A incapacidade de aceitar narrativas já conhecida é o primeiro sinal, seguido da incontrolável é inadiável resposta a situações vazias, algumas só existem pela necessidade de aparecer, outras por conta daquela velha máxima falem mal desde que falem de mim.
Boas ações do passado hoje não chegam a um mero discurso. E não é para fazer ou demonstrar conhecimento, isso é coisa do passado. Hoje o que vale é o engajamento.
Pelo engajamento pessoas, valores, ideias se distorcem para ser elegante.
Até aí tudo bem. O problema começa quando esse meio de viver lhe impede de fazer algumas perguntas ou refletir sobre questões que apesar do meu íntimo entender nem deveriam existir, aí estão.
Hoje pela manha li em um noticiário internacional sobre uma proposta de tornar os banheiros da escola sem gênero. Fiquei pensando, que loucura.
Sou gay, fui criado em escola católica, nunca fui doutrinado a nada. Embora para alguns amigos tenha sido caçoado pelo meu jeito de ser, sempre relevei, contestei, jamais pensei seguir para esse campo aí.

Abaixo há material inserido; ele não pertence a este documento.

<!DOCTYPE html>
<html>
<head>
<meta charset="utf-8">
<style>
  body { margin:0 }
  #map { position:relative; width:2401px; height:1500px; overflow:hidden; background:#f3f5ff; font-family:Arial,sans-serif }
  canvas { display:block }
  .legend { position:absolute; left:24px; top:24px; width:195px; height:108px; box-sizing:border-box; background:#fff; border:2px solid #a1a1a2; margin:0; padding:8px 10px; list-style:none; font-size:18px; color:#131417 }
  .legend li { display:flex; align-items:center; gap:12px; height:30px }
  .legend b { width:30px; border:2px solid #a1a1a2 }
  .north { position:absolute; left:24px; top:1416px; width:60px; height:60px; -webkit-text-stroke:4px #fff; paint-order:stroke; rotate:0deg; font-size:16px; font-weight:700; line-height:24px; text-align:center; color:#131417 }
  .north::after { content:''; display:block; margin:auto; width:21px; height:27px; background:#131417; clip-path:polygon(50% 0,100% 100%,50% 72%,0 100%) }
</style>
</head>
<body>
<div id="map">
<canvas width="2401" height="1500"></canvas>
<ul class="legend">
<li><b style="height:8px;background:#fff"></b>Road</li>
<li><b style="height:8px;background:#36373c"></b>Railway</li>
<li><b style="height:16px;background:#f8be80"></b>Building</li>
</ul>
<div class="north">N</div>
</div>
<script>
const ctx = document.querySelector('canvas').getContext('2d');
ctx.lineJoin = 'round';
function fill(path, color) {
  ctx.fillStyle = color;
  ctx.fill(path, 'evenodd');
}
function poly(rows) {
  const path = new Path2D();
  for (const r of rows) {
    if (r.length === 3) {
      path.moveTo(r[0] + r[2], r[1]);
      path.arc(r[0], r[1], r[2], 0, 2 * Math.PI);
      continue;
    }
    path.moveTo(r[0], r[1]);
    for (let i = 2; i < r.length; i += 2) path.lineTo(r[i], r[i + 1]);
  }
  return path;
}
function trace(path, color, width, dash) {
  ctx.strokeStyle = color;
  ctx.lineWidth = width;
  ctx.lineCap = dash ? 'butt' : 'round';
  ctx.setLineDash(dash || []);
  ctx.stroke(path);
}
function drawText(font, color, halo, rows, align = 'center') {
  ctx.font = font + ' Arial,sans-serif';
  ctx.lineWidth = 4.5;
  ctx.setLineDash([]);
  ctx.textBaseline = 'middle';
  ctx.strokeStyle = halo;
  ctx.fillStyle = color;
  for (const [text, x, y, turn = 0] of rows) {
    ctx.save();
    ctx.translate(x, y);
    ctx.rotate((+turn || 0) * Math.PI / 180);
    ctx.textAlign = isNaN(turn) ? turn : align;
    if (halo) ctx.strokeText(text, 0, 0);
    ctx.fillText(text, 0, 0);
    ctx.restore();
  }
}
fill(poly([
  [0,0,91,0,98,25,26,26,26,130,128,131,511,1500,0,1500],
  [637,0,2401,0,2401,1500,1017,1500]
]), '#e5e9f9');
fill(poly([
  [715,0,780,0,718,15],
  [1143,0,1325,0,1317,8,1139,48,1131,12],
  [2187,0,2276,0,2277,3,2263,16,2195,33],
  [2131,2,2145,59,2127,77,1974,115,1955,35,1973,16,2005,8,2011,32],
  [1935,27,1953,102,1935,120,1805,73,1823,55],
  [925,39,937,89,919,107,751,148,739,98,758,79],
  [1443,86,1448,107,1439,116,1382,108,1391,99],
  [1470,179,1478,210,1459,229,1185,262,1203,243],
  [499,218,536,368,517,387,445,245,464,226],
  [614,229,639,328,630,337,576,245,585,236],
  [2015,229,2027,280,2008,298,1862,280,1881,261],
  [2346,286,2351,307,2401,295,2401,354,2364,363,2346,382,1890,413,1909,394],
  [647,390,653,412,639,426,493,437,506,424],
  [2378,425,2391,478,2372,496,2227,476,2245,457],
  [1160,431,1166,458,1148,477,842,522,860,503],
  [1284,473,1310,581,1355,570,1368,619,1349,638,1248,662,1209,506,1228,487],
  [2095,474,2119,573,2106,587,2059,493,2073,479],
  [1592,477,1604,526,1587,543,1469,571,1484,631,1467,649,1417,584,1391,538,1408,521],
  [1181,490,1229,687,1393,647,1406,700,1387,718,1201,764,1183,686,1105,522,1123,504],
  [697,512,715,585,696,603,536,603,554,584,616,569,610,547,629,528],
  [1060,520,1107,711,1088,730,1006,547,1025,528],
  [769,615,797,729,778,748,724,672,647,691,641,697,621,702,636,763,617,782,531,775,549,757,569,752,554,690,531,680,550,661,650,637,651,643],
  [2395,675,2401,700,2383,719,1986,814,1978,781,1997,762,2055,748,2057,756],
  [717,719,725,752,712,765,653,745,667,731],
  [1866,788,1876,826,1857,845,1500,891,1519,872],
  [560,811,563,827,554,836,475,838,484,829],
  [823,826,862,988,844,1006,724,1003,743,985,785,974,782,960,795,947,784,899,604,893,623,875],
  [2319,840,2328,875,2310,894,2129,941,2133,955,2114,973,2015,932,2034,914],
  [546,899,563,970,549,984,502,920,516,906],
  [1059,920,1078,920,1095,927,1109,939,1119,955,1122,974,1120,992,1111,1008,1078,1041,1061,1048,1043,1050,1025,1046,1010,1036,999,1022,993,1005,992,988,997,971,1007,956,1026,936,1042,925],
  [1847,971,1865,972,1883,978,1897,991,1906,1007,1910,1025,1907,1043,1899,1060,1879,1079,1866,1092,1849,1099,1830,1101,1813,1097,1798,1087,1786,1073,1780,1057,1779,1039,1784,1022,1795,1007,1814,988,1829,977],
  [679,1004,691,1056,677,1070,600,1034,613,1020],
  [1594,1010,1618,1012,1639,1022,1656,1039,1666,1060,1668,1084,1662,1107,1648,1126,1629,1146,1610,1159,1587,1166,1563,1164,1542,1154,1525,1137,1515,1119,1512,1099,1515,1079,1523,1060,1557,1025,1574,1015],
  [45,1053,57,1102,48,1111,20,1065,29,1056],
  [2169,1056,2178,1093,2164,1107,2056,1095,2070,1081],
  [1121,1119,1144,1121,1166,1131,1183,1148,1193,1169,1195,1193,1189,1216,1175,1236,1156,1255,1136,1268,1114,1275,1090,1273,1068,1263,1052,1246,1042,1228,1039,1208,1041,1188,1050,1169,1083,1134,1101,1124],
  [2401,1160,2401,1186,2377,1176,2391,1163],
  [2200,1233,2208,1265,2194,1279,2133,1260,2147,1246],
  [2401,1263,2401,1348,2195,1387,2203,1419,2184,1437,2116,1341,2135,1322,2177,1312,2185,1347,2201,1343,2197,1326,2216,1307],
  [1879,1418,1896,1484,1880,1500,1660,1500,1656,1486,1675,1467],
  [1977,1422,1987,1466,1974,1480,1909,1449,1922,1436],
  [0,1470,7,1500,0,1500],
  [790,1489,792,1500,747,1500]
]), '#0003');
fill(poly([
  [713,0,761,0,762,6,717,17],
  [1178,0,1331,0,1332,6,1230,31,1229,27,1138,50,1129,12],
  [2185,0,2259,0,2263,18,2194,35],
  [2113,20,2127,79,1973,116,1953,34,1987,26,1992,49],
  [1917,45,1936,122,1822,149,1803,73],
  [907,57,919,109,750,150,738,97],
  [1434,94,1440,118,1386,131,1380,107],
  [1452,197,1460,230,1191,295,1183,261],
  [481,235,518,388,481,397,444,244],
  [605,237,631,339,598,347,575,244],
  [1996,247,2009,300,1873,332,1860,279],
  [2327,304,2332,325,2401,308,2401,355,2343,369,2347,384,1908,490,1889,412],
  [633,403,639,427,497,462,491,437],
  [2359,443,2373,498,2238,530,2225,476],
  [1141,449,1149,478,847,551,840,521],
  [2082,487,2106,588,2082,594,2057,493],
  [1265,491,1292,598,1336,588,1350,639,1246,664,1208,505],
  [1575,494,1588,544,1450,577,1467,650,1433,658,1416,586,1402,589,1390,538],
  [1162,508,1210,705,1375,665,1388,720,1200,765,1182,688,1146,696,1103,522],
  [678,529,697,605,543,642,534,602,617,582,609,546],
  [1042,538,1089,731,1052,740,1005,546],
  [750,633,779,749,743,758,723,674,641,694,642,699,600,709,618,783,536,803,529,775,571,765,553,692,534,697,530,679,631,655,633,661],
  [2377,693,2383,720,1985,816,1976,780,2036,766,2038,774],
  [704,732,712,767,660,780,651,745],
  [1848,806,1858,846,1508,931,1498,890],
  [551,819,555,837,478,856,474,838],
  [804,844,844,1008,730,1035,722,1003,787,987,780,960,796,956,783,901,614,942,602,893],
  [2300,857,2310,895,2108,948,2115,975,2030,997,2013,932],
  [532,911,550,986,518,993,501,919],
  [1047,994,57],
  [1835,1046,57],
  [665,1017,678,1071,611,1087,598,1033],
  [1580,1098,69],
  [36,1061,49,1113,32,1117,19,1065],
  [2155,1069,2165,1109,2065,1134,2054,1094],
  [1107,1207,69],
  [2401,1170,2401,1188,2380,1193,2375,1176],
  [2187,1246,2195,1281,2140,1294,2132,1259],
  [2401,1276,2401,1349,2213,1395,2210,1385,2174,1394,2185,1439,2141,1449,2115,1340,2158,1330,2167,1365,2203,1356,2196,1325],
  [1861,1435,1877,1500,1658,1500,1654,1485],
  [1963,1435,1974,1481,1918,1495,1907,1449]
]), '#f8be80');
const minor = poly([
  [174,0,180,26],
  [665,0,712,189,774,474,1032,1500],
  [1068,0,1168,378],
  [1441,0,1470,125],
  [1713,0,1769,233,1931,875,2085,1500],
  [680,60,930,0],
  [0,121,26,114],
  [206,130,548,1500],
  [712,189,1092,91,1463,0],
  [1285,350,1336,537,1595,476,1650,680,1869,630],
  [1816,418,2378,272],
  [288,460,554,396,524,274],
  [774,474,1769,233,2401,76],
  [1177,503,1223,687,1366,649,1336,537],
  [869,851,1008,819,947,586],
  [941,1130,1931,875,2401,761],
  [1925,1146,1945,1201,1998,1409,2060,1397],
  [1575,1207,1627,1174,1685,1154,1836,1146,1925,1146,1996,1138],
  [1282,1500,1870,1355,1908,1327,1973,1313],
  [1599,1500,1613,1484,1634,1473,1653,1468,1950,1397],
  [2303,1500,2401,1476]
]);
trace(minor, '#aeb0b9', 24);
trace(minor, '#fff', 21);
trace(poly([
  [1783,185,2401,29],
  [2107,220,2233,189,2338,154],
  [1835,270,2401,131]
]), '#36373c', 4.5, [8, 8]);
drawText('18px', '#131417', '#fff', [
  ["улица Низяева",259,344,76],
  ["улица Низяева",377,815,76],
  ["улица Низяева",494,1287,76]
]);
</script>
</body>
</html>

Tem um grupo que presume conquistar espaço a partir da discussão, ou da universalização de tudes. Enquanto outros que no passado, digamos assim, deram a cara a tapa, não tiveram dúvida em qual banheiro deveriam ir.
Fato não consigo me imaginar uma sociedade onde tudes é feites para ser politicamente corretes. Porque não é.
Não foi essa a intenção de nenhum pensador ou filósofo do passado. Saindo desse meio, até mesmo aqueles que foram posteriormente reconhecidos e incluidos no rol dos L-sopa-de-letras também não se pautaram por isso.
Fato é que o ser humano precisa da concepção ao fim da vida perder um tempo para ser instruído. A cada geração o tempo de instrução e a qualidade dela muda.
São muitas as razões para justificar a falta de ensino, atitude e até liturgia de todos que operam nesse ambiente. Não me vejo de forma alguma seguindo o passo daquelas que se expandem dividindo o território do passado por classificação de atos, pessoas e gênero.
Isso pouco importa, é preciso encarar a vida, entender que não é um porta retrato, dela não se vive para deixar memória.
No fim do dia se algo me cansa é interagir com pessoas que não compreendem que não são desse mundo, se tornam personagems de si mesma e trazem um grande vácuo e vazio a sua existência e de quem está próximo.
E tem outro grupo aí querendo vender isso como certo, politicamente correto, um meio de vida. Podemos ser tudo no recém criado mundo virtual, este é perfeito. Para tudo o que a humanidade destruiu, não melhorou ou moldou para uma vida pre determinada existe o metaverso.
Lá todo mundo esta jovem, todo mundo é bonito, todo mundo é aceito, muito do que esta la ja é vendido enquanto aqui na vida real sobrevivem o legado de postura e atitude condenável.